Inspecting Data Objects

Author

NumCosmo developers

Introduction

In this example, we show how to inspect observational data objects available in NumCosmo. This is useful before building a likelihood or adapting an existing fitting example to a different dataset.

A pure Python companion script is also provided with this example as inspect_data_objects.py.

We first inspect the NumCosmo source tree to identify the available data-object files. Then we inspect one selected data source file and finally create a concrete DataHubble object from Python to examine its runtime properties.

The source-tree inspection gives a broad map of available data types.
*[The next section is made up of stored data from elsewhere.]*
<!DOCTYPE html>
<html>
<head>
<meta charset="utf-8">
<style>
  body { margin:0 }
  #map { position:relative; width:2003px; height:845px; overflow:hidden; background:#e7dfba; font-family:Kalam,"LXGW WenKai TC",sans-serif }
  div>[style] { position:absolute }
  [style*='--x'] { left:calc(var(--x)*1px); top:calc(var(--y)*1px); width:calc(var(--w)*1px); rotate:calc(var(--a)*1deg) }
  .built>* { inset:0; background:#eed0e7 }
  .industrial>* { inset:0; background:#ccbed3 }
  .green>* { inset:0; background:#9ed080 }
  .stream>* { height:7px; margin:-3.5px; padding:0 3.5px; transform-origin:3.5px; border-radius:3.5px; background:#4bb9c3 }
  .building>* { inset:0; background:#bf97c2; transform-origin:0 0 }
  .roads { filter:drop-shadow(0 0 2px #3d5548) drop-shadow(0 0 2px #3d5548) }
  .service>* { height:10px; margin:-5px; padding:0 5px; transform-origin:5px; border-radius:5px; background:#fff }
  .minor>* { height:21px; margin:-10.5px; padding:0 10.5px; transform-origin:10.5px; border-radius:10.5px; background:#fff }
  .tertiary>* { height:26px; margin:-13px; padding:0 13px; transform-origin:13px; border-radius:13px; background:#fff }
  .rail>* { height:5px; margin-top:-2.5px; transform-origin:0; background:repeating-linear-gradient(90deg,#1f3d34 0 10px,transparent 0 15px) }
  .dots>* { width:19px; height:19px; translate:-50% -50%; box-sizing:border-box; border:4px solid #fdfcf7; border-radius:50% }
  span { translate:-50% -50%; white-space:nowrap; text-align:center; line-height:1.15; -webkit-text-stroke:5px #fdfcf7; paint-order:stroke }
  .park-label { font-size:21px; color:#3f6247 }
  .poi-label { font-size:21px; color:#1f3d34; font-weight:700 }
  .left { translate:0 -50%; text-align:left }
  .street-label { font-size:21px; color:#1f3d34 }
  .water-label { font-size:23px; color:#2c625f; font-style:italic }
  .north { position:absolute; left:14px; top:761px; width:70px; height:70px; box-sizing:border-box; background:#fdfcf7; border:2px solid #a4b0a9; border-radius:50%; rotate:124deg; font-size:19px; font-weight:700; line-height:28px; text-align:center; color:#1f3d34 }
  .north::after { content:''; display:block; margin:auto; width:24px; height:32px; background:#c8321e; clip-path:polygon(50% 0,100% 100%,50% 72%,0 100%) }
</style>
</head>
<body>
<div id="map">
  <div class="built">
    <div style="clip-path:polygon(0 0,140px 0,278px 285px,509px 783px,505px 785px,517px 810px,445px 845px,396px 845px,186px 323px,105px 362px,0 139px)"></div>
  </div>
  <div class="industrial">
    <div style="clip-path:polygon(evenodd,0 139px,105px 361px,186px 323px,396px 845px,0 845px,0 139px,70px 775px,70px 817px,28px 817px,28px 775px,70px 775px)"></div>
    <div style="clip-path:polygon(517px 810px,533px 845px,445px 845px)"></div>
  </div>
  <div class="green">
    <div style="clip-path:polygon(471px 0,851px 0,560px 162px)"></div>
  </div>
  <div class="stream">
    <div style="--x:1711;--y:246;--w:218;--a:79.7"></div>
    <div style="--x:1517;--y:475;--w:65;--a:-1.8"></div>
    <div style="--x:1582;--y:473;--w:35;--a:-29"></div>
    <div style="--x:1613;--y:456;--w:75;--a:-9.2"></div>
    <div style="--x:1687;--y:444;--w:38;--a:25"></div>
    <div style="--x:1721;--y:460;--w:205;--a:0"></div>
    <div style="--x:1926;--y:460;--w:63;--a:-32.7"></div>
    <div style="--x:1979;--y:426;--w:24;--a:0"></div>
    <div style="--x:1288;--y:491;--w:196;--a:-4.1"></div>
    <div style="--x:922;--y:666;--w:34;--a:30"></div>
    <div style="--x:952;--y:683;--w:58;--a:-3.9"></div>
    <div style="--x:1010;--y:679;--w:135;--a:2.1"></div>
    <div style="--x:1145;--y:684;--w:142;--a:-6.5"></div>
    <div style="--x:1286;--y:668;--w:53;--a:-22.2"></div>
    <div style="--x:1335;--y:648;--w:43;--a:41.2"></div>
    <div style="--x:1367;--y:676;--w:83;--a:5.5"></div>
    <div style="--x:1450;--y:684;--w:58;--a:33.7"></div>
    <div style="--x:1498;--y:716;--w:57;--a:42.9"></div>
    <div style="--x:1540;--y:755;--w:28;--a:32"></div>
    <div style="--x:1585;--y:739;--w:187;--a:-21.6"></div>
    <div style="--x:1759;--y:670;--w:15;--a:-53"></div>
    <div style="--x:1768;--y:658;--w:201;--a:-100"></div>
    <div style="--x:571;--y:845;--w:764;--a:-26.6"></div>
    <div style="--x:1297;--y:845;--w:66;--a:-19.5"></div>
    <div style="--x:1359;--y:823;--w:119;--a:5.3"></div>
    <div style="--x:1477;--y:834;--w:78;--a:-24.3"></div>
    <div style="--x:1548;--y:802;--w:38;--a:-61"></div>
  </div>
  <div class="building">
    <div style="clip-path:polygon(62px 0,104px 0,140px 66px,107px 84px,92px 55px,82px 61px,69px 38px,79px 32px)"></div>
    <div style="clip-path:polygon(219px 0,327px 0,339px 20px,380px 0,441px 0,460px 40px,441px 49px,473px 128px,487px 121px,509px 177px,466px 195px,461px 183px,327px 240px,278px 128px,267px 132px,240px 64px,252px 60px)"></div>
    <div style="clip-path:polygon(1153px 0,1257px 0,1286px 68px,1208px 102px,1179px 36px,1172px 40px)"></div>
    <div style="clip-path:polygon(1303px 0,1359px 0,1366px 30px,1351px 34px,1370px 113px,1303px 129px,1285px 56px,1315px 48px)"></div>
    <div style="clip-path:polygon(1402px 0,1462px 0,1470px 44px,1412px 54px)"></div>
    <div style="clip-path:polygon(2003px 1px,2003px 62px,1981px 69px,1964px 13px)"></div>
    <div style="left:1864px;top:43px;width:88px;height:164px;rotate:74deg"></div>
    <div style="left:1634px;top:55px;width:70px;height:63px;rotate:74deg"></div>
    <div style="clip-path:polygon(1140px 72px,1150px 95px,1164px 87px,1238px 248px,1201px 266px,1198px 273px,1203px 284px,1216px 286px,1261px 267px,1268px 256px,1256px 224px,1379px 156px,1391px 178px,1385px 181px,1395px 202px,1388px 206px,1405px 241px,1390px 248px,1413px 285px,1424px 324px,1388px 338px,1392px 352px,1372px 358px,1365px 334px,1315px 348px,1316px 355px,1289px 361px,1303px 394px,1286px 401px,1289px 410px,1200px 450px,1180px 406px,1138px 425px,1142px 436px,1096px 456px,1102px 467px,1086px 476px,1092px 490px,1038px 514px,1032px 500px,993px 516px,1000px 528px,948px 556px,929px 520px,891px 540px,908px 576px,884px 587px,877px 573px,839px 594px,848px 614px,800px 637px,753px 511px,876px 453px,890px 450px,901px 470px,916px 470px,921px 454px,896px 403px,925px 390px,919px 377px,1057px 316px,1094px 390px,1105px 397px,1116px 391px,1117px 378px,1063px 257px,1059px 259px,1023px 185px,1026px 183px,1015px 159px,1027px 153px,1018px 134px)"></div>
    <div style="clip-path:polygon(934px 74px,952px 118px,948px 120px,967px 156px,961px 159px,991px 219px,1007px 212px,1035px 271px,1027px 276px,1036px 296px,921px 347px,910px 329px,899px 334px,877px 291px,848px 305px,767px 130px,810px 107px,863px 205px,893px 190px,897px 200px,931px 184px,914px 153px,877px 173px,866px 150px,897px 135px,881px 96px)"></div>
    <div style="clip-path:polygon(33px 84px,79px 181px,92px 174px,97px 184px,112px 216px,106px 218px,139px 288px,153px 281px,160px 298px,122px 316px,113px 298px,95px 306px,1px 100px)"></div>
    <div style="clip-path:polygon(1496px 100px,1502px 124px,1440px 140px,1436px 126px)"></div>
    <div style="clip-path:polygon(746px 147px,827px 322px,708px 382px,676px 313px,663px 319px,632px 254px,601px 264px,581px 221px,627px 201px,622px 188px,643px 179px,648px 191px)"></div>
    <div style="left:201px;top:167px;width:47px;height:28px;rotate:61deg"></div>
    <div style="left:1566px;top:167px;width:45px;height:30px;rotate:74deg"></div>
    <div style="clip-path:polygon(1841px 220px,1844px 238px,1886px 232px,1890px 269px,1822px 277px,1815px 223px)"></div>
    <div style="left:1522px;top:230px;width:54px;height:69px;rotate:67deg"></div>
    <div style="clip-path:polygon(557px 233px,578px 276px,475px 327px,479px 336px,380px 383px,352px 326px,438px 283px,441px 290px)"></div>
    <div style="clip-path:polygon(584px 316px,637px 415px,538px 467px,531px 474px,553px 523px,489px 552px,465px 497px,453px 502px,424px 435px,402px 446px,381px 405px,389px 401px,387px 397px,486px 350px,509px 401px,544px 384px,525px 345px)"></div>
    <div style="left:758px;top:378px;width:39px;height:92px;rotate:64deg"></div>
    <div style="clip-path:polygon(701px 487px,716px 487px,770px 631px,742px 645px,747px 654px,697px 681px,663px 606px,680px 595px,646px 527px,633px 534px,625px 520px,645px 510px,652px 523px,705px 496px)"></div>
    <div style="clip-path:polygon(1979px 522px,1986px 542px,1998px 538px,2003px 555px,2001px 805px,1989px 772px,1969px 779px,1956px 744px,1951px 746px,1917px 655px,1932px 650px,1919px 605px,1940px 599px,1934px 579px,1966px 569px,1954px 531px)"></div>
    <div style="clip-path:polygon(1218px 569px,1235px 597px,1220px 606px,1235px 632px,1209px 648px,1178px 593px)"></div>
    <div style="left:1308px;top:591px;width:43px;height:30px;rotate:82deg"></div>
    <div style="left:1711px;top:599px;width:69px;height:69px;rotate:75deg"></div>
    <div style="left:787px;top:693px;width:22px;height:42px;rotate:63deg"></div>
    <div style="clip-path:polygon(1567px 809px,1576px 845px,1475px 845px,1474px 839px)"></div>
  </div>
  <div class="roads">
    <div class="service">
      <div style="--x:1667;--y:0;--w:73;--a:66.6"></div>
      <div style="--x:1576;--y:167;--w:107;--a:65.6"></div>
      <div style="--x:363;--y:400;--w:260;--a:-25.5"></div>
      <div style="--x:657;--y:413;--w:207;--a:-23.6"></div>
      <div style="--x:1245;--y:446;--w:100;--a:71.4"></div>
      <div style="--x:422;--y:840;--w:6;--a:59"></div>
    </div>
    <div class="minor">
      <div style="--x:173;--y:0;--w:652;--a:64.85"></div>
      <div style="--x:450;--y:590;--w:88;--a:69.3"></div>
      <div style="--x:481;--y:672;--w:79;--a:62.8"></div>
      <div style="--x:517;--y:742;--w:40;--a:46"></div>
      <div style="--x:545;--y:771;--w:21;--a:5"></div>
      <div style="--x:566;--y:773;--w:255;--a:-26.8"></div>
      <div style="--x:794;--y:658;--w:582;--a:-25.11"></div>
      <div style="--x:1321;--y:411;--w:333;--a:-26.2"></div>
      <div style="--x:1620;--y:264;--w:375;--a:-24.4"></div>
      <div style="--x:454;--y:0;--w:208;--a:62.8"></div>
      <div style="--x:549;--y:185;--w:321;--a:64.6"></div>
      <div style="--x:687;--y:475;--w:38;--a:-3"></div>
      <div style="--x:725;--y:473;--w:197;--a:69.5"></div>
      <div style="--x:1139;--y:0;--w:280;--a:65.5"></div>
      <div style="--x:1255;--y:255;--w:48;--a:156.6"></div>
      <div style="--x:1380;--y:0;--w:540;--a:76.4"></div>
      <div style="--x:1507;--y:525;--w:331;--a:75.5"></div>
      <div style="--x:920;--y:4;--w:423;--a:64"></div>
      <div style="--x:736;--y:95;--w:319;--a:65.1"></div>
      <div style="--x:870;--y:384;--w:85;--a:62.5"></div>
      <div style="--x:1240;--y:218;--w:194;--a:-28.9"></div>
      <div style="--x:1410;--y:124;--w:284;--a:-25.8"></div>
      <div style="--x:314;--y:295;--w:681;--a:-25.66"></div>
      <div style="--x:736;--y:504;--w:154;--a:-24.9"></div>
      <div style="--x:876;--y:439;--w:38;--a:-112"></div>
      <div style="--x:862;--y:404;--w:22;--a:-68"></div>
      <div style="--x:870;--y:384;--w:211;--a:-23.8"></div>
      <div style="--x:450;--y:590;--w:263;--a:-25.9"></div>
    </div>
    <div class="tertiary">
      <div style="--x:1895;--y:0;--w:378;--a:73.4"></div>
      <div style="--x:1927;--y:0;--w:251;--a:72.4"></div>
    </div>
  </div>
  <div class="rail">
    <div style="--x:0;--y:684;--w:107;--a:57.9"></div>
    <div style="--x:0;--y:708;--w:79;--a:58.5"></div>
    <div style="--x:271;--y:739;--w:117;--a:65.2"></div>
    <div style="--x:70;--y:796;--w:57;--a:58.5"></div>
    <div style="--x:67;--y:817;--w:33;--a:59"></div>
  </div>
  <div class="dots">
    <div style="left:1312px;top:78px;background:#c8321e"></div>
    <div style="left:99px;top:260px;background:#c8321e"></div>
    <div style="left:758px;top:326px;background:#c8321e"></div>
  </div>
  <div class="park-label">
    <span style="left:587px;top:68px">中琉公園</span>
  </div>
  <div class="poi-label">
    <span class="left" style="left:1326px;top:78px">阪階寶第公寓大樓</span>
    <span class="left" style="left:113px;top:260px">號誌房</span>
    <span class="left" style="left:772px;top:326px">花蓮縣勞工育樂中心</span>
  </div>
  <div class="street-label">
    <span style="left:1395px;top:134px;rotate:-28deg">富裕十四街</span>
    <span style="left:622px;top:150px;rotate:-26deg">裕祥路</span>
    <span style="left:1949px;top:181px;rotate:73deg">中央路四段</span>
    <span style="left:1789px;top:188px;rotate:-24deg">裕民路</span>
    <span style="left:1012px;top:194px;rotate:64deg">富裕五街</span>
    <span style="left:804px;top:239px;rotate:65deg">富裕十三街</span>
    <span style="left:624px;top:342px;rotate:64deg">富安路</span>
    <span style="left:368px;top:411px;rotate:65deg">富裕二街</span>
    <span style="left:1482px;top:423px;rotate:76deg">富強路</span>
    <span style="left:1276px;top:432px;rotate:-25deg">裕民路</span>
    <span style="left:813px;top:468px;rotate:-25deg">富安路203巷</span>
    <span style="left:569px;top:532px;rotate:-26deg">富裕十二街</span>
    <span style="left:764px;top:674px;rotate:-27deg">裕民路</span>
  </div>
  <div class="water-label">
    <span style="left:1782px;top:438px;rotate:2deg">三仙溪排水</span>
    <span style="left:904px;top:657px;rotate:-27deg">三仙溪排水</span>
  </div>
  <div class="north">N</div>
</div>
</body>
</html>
The runtime inspection shows what a concrete object exposes through methods such as list_properties() and get_property().

Inspecting the Data Source Files

NumCosmo data objects are implemented in the source tree under:

numcosmo/nc/data/

Files named nc_data_*.h and nc_data_*.c define the main data-object types used by NumCosmo. For example, files such as nc_data_hubble.h, nc_data_bao.h, nc_data_snia.h, and nc_data_cmb_dist_priors.h correspond to different families of observational data.

In this first step, we inspect the source tree and create a compact table of available data-type files.

Code

from pathlib import Path
import os
import re

import pandas as pd
from IPython.display import HTML, display

from numcosmo_py import Nc, Ncm

# Initialize the library.
Ncm.cfg_init()


def show_pandas(df: pd.DataFrame):
    """
    Display a Pandas DataFrame as an HTML table.
    """

    return HTML(df.to_html(index=False, max_rows=20))


def show_numeric_pandas(df: pd.DataFrame):
    """
    Display a numeric Pandas DataFrame with compact floating-point formatting.
    """

    return HTML(df.to_html(index=False, max_rows=20, float_format="%.4f"))


def find_numcosmo_data_dir():
    """
    Try to find the NumCosmo source data directory.

    The preferred method is to set the environment variable:

        NUMCOSMO_SOURCE_DIR=/path/to/NumCosmo

    If this variable is not set, we try to find the repository root
    by walking upward from the current working directory.
    """

    candidates = []

    env_source_dir = os.environ.get("NUMCOSMO_SOURCE_DIR")

    if env_source_dir is not None:
        candidates.append(Path(env_source_dir).expanduser().resolve())

    cwd = Path.cwd().resolve()

    for parent in [cwd] + list(cwd.parents):
        candidates.append(parent)

    for candidate in candidates:
        data_dir = candidate / "numcosmo" / "data"

        if data_dir.is_dir() and any(data_dir.glob("nc_data*.h")):
            return data_dir

    return None


def read_text(path):
    return path.read_text(encoding="utf-8", errors="replace")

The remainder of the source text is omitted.